Koya
Sophomore Member
- Joined
- Feb 8, 2008
- Professional Status
- Certified General Appraiser
- State
- California
There is no reason to use a hypothetical condition that the back taxes are paid...It is simply not needed as unpaid back taxes have nothing to do with the appraised value. When you appraise a property for a typical mortgage lending transaction you don't make the appraisal subject to the payoff of the existing mortgage do you...I would bet that you don't.
That's because it's a standard assumption that title-escrow will clear the mortgage lien before transferring title. So fee simple and market value are pretty consistent.
But if title transfers with liens or encumbrances that are atypical of the market (for example a contractual condition to pay future property taxes, i.e. past the title transfer date), then it would affect market value in that the fee simple value is not the same as market value. Consider a property with a 10-year below market lease. The fee simple value doesn't change, but a leased fee value, adjusting for the below market rent ramifications, is more pertinent to market value than the fee simple. Since the OP has stated that the back taxes may not be cleared, that would lead me to present the fee simple value as a hypothetical and the adjusted value for back taxes as the "as-is" value. That seems to me to be least misleading.
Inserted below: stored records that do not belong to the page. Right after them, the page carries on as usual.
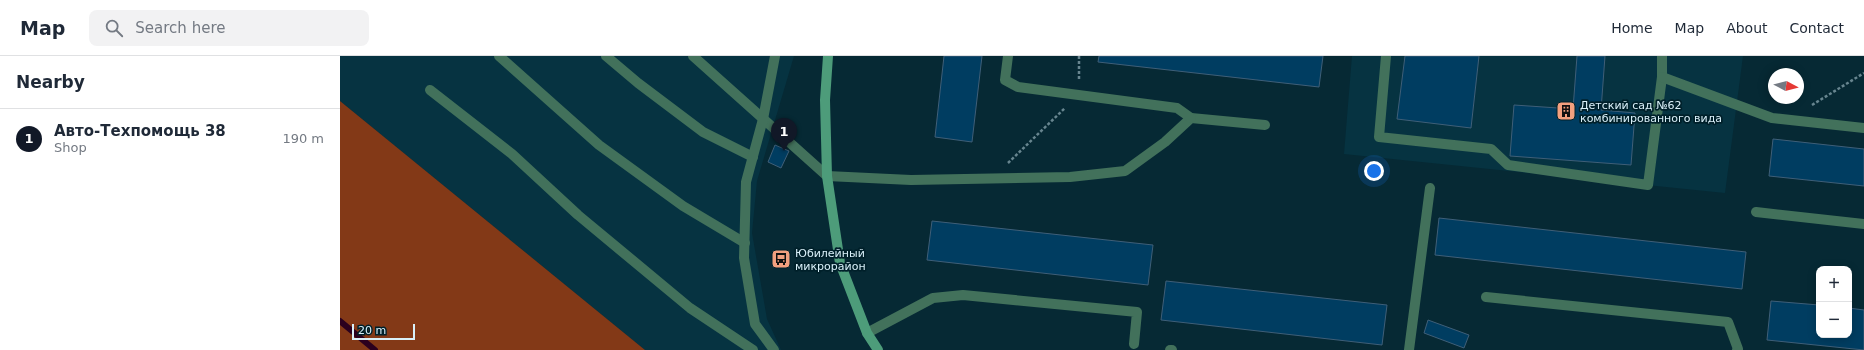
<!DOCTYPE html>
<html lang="en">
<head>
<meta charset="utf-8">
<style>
  :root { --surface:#fff; --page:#f2f2f3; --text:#1f2937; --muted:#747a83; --line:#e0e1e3; --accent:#111827 }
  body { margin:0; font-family:"DejaVu Sans",sans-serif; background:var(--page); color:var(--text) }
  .controls { position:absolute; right:12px; bottom:12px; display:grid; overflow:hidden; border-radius:8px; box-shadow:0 2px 10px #0003 }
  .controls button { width:36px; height:36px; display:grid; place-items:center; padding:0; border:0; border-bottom:1px solid var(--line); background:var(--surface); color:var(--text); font:20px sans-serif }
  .compass { position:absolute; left:1428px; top:12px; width:36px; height:36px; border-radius:50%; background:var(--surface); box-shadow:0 2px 10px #0003; rotate:97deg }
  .scale { position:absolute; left:12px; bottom:10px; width:63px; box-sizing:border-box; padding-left:4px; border:2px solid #d9f0f9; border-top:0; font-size:11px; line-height:14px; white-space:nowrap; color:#d9f0f9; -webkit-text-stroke:3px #00202a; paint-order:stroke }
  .you { position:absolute; left:1034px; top:115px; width:14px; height:14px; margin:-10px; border:3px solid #fff; border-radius:50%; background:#1a73e8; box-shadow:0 0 0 6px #1a73e833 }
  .badge { display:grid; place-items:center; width:26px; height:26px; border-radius:50%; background:var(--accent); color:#fff; font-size:13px; font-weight:700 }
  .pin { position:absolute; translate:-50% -33px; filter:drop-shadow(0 1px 2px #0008) }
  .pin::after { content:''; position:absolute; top:21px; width:14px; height:12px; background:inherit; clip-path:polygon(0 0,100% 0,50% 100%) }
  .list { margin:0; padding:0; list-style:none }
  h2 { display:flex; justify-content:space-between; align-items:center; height:52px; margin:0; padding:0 16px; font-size:17px }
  h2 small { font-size:13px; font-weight:400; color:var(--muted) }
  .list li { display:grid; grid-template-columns:26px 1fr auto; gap:12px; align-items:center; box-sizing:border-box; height:60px; padding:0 16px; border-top:1px solid var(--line) }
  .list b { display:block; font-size:15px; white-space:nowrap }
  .list p { margin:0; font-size:13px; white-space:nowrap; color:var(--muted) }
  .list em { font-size:13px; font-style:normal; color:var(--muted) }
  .icon { flex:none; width:22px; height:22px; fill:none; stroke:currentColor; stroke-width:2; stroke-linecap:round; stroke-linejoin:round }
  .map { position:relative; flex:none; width:1524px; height:294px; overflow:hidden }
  header { display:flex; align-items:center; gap:24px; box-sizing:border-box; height:56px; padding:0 20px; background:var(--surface); border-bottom:1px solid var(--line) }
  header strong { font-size:19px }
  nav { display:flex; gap:22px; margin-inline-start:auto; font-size:14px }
  .search { width:280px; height:36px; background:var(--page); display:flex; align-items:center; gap:10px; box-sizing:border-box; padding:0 14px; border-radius:8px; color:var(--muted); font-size:15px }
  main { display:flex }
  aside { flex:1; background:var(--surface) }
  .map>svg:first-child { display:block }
</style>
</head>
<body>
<header>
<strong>Map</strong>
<div class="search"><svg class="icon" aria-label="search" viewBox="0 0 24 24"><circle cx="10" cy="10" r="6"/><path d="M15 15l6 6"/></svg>Search here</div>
<nav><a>Home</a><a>Map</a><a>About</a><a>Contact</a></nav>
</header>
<main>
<aside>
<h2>Nearby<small></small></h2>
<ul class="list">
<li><span class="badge">1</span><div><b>Авто-Техпомощь 38</b><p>Shop</p></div><em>190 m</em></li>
</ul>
</aside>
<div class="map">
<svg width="1524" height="294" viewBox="0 0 1524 294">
  <rect width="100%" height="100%" fill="#062934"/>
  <g fill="#063341">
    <path d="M 0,0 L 454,0 L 417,125 L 412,177 L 427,263 L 441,294 L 305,294 L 0,45 Z"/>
    <path d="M 1012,0 L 1403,0 L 1385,137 L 1004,98 Z"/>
  </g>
  <path fill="#833917" d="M 0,45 L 305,294 L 0,294 Z"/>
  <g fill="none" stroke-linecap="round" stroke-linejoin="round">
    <path stroke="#2b001e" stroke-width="6" d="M 0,265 L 35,294"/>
  </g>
  <g fill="#003d61" stroke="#3f5f78">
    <path d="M 604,0 L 642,0 L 632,86 L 595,81 Z"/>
    <path d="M 759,0 L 983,0 L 979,31 L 758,6 Z"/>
    <path d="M 1065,0 L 1139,0 L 1131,72 L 1057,63 Z"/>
    <path d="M 1237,0 L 1265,0 L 1261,54 L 1295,57 L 1291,109 L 1170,100 L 1174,49 L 1233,53 Z"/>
    <path d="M 1433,83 L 1524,93 L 1524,130 L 1429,120 Z"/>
    <path d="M 435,89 L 449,95 L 441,112 L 428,106 Z"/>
    <path d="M 1099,162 L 1406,196 L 1402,233 L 1095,199 Z"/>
    <path d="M 592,165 L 813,189 L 808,229 L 587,204 Z"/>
    <path d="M 826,225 L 1047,249 L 1042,289 L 821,264 Z"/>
    <path d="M 1431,245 L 1479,249 L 1479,279 L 1509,279 L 1509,252 L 1524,254 L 1524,294 L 1427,284 Z"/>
    <path d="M 1088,264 L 1129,279 L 1124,292 L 1084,277 Z"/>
  </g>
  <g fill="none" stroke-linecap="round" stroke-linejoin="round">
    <g stroke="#67858f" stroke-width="2.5" stroke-dasharray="3 2" stroke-linecap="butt">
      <path d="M 739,0 L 739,23"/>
      <path d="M 1472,49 L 1524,17"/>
      <path d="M 668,107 L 725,52"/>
    </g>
    <g stroke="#42715b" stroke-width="10">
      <path d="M 159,0 L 259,89 L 343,150 L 405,187"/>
      <path d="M 266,0 L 298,27 L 363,76 L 413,101"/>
      <path d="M 353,0 L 487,120 L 571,124 L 730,121 L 785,115 L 825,86 L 851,62 L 925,69"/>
      <path d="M 668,0 L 665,24 L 678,31 L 837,52 L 851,62"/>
      <path d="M 1046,0 L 1039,81 L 1151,93 L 1168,109 L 1308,129 L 1322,21 L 1322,0"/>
      <path d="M 1322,21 L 1432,62 L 1524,72"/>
      <path d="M 90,34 L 172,98 L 238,159 L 350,252 L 413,294"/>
      <path d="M 1416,156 L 1524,168"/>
      <path d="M 1146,241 L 1388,266 L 1398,293 L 1397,294"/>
      <path d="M 527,277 L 593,242 L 623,239 L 797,256 L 794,288"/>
      <path d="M 434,294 L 415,268 L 404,202 L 406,126 L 423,63 L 435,0"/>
      <path d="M 830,294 L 832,294"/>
      <path d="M 1069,294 L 1090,132"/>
    </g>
    <path stroke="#4d9c7a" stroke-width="10" d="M 488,0 L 485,44 L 487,120 L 500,207 L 527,277 L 538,294"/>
  </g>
  <defs>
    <g id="building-square" transform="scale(1)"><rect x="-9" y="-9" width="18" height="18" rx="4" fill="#f2a07f" stroke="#00202a"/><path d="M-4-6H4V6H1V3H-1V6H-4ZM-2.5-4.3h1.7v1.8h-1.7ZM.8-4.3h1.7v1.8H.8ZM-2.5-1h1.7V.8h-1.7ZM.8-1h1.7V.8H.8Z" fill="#111"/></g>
    <g id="bus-square" transform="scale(1)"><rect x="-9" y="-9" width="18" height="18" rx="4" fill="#f2a07f" stroke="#00202a"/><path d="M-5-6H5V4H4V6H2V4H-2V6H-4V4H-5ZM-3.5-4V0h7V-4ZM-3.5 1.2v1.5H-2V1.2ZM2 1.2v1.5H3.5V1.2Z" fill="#111"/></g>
  </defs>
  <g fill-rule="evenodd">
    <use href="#building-square" x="1226" y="55"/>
    <use href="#bus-square" x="441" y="203"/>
  </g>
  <g text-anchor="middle" stroke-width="3.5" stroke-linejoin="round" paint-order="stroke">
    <g font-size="11" fill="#d9f0f9" stroke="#00202a" text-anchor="start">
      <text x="1240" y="53">Детский сад №62<tspan x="1240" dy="13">комбинированного вида</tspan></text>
      <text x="455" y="201">Юбилейный<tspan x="455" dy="13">микрорайон</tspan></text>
    </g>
  </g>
</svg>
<div class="controls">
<button>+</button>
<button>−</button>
</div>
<svg class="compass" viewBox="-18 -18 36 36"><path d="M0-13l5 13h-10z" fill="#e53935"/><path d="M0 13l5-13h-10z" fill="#747a83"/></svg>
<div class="scale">20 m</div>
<div class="you"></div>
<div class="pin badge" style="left:444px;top:95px">1</div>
</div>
</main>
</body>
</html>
You could just report the fee simple value and note that there are back taxes outstanding which might not be paid and be technically correct, but that just seems to be leaving out the final step and potentially misleading. That would be like reporting the fee simple value for the long-term lease situation above and stating that the fee simple isn't the market value because there's a long term lease encumbering the property. That may satisfy the assignment conditions, but it doesn't actually give the client what he needs. Note that I don't get into this situation, because when a client asks for a fee simple value in such a case, I guide them toward a leased fee value as what they're actually looking for from the appraisal.